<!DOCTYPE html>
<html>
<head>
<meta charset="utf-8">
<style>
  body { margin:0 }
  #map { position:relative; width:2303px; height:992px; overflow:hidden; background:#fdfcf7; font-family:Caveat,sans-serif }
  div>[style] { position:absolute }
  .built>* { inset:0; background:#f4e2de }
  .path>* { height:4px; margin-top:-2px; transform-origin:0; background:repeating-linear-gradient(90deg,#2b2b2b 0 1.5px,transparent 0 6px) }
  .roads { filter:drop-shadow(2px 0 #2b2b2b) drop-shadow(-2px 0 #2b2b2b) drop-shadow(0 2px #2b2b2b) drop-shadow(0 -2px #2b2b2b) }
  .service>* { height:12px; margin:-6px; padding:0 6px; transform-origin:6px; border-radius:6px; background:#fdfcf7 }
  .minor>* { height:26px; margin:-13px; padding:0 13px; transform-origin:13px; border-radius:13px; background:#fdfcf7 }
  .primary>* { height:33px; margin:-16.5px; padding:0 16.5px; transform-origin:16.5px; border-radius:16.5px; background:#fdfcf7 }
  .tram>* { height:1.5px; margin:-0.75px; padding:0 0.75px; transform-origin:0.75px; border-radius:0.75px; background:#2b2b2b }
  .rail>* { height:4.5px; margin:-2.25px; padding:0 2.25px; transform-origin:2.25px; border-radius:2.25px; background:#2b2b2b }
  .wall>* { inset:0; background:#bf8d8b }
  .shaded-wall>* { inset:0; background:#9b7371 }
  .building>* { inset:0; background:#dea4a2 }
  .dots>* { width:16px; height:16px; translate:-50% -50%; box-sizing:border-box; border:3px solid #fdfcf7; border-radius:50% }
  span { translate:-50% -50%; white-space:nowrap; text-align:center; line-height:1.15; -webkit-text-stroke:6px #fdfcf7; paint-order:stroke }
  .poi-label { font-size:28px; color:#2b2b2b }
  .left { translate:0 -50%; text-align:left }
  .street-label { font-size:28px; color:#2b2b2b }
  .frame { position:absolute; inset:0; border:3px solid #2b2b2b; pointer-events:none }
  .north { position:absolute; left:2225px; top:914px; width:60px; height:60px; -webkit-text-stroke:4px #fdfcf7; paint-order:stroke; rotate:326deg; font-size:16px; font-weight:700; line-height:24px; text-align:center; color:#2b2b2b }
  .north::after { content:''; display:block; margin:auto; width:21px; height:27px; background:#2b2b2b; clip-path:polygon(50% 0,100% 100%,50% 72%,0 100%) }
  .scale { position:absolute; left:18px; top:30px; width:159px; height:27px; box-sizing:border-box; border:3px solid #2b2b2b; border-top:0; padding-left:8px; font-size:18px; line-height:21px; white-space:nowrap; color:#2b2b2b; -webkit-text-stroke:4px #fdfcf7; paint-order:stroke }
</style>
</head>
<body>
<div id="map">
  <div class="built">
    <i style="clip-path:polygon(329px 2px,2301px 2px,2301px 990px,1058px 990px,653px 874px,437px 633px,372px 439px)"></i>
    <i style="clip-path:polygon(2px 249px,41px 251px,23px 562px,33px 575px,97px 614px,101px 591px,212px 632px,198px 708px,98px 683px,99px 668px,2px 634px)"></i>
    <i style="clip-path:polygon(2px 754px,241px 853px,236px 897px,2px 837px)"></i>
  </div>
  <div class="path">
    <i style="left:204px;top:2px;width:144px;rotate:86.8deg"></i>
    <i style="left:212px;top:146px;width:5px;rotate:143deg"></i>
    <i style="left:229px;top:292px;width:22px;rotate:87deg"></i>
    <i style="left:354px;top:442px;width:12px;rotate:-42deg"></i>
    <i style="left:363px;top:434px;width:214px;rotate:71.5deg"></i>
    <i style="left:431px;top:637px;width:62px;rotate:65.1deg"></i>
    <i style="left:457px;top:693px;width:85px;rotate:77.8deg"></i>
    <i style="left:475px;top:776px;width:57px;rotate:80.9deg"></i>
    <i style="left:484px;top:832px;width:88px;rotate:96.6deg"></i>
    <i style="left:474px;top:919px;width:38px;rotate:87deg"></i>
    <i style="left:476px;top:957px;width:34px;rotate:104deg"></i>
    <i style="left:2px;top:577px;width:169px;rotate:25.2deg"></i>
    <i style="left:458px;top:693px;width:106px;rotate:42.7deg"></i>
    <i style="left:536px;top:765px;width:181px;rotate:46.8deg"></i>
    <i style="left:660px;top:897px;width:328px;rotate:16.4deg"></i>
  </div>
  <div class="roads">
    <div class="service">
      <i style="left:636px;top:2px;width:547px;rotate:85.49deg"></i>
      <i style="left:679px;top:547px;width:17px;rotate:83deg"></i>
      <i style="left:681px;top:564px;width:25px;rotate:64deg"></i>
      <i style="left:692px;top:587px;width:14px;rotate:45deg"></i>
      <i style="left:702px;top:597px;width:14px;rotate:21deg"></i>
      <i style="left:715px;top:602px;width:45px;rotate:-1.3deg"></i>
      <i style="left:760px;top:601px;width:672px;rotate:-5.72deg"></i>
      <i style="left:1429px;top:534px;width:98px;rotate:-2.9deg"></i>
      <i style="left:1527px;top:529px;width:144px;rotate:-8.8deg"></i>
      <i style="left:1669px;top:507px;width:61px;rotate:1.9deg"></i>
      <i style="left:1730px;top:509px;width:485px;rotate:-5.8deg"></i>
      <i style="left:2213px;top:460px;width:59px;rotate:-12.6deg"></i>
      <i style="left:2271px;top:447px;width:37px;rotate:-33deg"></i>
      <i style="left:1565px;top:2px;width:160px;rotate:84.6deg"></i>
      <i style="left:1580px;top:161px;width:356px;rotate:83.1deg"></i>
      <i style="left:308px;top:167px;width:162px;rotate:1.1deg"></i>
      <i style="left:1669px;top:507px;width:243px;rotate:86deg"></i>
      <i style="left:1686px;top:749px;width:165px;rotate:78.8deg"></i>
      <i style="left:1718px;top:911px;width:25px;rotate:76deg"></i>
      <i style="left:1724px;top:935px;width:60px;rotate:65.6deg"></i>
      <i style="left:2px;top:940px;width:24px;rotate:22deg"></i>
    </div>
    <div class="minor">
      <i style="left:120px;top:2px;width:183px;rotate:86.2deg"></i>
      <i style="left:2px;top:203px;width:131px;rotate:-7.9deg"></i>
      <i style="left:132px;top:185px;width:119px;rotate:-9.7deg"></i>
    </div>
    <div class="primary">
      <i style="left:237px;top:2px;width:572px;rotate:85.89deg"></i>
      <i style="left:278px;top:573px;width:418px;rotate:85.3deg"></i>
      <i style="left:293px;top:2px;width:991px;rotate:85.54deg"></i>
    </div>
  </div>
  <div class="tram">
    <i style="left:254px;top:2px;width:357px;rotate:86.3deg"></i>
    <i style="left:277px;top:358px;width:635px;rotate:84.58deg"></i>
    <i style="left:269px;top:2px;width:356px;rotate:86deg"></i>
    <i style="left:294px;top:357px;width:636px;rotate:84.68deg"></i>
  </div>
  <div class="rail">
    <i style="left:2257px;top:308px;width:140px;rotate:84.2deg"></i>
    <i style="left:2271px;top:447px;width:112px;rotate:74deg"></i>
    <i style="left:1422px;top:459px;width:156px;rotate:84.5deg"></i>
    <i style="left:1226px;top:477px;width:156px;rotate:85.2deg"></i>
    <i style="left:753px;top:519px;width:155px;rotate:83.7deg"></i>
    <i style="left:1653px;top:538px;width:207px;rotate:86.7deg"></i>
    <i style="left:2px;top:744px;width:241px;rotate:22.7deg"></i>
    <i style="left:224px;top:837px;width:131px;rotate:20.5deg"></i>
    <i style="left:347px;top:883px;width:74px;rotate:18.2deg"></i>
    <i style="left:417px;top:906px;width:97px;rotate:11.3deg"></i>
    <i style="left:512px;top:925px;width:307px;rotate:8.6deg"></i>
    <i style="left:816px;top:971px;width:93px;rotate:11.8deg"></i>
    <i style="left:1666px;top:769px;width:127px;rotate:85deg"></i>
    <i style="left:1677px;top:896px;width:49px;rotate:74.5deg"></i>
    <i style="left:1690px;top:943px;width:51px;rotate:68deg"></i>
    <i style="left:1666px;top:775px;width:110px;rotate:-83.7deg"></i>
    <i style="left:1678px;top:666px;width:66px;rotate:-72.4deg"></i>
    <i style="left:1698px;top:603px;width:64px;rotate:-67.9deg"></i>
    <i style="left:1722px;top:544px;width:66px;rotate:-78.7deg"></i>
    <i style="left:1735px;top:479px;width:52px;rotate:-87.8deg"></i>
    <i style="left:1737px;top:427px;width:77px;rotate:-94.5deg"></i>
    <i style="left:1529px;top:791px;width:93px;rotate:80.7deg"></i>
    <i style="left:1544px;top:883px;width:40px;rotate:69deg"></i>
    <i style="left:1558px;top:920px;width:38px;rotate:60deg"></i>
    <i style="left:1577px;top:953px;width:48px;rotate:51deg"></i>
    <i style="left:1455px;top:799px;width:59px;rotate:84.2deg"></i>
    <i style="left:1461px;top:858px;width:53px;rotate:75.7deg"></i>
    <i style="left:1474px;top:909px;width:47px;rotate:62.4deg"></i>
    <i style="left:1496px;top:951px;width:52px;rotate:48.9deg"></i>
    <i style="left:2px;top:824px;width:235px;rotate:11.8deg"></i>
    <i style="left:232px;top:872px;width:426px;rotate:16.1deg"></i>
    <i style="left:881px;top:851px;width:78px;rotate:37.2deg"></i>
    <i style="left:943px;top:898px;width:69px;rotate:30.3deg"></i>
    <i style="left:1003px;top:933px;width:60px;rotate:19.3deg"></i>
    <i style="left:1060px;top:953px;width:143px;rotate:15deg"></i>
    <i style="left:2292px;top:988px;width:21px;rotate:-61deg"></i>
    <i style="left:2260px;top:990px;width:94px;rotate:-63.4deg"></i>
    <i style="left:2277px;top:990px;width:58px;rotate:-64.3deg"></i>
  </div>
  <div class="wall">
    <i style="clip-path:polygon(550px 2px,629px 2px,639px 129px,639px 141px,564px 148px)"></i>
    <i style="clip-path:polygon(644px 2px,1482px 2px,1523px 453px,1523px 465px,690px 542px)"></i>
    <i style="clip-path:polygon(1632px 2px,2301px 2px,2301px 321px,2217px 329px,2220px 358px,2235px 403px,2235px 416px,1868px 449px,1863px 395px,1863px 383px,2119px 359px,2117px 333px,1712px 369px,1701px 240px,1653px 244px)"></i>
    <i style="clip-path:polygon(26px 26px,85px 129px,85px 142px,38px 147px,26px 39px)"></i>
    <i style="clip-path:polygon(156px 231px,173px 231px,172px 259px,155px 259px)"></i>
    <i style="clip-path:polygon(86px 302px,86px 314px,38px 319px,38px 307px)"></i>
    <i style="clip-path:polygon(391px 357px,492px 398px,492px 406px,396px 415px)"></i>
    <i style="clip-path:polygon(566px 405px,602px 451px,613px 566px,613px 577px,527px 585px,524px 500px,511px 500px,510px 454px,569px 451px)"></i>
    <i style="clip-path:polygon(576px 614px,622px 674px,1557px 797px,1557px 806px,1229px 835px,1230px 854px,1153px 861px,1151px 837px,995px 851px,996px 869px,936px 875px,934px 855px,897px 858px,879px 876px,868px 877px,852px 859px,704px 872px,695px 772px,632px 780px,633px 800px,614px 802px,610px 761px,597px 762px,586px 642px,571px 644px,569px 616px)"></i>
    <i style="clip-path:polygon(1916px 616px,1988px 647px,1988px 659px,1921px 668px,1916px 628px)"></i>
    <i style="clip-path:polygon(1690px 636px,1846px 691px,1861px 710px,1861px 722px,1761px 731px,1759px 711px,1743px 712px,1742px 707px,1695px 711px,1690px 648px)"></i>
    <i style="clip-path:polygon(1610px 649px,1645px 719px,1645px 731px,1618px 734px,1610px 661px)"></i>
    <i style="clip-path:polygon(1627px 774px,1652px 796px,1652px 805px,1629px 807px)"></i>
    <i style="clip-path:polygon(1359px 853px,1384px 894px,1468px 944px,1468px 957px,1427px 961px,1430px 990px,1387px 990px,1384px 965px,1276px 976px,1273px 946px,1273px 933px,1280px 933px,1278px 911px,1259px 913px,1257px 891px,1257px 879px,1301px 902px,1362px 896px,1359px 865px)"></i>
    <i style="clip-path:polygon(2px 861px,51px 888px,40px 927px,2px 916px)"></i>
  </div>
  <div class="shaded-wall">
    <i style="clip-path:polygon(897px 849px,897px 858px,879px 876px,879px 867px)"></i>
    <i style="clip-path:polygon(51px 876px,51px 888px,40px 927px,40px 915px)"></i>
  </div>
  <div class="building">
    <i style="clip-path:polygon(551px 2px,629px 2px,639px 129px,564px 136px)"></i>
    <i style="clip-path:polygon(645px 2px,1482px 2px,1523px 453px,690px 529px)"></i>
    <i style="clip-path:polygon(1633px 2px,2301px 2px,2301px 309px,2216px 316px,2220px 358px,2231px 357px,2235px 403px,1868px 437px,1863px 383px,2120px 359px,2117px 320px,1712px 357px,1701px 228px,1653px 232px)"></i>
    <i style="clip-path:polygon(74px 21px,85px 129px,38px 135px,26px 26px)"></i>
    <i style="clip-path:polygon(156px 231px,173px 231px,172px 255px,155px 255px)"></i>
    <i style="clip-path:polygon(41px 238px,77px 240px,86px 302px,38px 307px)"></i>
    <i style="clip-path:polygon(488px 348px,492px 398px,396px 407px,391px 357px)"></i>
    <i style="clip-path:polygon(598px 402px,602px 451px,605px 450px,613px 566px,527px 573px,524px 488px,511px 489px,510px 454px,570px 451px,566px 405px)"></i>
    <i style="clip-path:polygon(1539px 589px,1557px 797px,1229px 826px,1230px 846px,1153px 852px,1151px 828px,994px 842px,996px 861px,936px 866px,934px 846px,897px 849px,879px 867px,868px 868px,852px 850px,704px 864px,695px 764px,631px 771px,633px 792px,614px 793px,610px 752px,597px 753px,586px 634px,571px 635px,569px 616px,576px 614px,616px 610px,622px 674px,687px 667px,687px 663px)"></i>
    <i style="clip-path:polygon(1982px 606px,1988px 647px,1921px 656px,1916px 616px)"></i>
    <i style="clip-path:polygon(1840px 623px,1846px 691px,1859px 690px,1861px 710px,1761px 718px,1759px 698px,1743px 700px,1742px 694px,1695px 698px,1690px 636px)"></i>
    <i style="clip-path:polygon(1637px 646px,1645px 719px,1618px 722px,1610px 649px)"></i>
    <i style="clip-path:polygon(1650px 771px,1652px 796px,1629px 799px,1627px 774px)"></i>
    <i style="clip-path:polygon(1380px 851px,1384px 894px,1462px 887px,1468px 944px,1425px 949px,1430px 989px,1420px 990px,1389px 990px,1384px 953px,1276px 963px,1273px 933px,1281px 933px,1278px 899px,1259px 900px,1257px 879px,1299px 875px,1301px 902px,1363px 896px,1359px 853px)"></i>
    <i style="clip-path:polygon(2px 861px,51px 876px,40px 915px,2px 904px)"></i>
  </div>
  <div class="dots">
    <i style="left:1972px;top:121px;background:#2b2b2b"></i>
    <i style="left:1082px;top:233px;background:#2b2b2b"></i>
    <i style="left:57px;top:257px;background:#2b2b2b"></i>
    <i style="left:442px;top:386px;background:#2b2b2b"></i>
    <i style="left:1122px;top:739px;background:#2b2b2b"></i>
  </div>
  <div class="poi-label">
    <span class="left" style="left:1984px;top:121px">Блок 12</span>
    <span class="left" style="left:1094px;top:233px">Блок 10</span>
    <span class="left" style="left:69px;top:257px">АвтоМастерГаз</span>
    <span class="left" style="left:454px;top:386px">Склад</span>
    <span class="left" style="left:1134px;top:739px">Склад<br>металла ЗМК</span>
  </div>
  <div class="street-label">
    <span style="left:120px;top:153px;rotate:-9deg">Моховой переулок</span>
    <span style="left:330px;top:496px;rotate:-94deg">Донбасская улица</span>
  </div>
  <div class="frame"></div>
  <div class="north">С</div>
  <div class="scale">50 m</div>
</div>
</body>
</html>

■ ■ ■ ■

The task: When you reach the line containing "height:4px; margin-top:-2px; transform-origin:0;" in the data above, start copying exactly, and stop after the line containing "position:absolute; left:2225px; top:914px;".

Finished task:
  .path>* { height:4px; margin-top:-2px; transform-origin:0; background:repeating-linear-gradient(90deg,#2b2b2b 0 1.5px,transparent 0 6px) }
  .roads { filter:drop-shadow(2px 0 #2b2b2b) drop-shadow(-2px 0 #2b2b2b) drop-shadow(0 2px #2b2b2b) drop-shadow(0 -2px #2b2b2b) }
  .service>* { height:12px; margin:-6px; padding:0 6px; transform-origin:6px; border-radius:6px; background:#fdfcf7 }
  .minor>* { height:26px; margin:-13px; padding:0 13px; transform-origin:13px; border-radius:13px; background:#fdfcf7 }
  .primary>* { height:33px; margin:-16.5px; padding:0 16.5px; transform-origin:16.5px; border-radius:16.5px; background:#fdfcf7 }
  .tram>* { height:1.5px; margin:-0.75px; padding:0 0.75px; transform-origin:0.75px; border-radius:0.75px; background:#2b2b2b }
  .rail>* { height:4.5px; margin:-2.25px; padding:0 2.25px; transform-origin:2.25px; border-radius:2.25px; background:#2b2b2b }
  .wall>* { inset:0; background:#bf8d8b }
  .shaded-wall>* { inset:0; background:#9b7371 }
  .building>* { inset:0; background:#dea4a2 }
  .dots>* { width:16px; height:16px; translate:-50% -50%; box-sizing:border-box; border:3px solid #fdfcf7; border-radius:50% }
  span { translate:-50% -50%; white-space:nowrap; text-align:center; line-height:1.15; -webkit-text-stroke:6px #fdfcf7; paint-order:stroke }
  .poi-label { font-size:28px; color:#2b2b2b }
  .left { translate:0 -50%; text-align:left }
  .street-label { font-size:28px; color:#2b2b2b }
  .frame { position:absolute; inset:0; border:3px solid #2b2b2b; pointer-events:none }
  .north { position:absolute; left:2225px; top:914px; width:60px; height:60px; -webkit-text-stroke:4px #fdfcf7; paint-order:stroke; rotate:326deg; font-size:16px; font-weight:700; line-height:24px; text-align:center; color:#2b2b2b }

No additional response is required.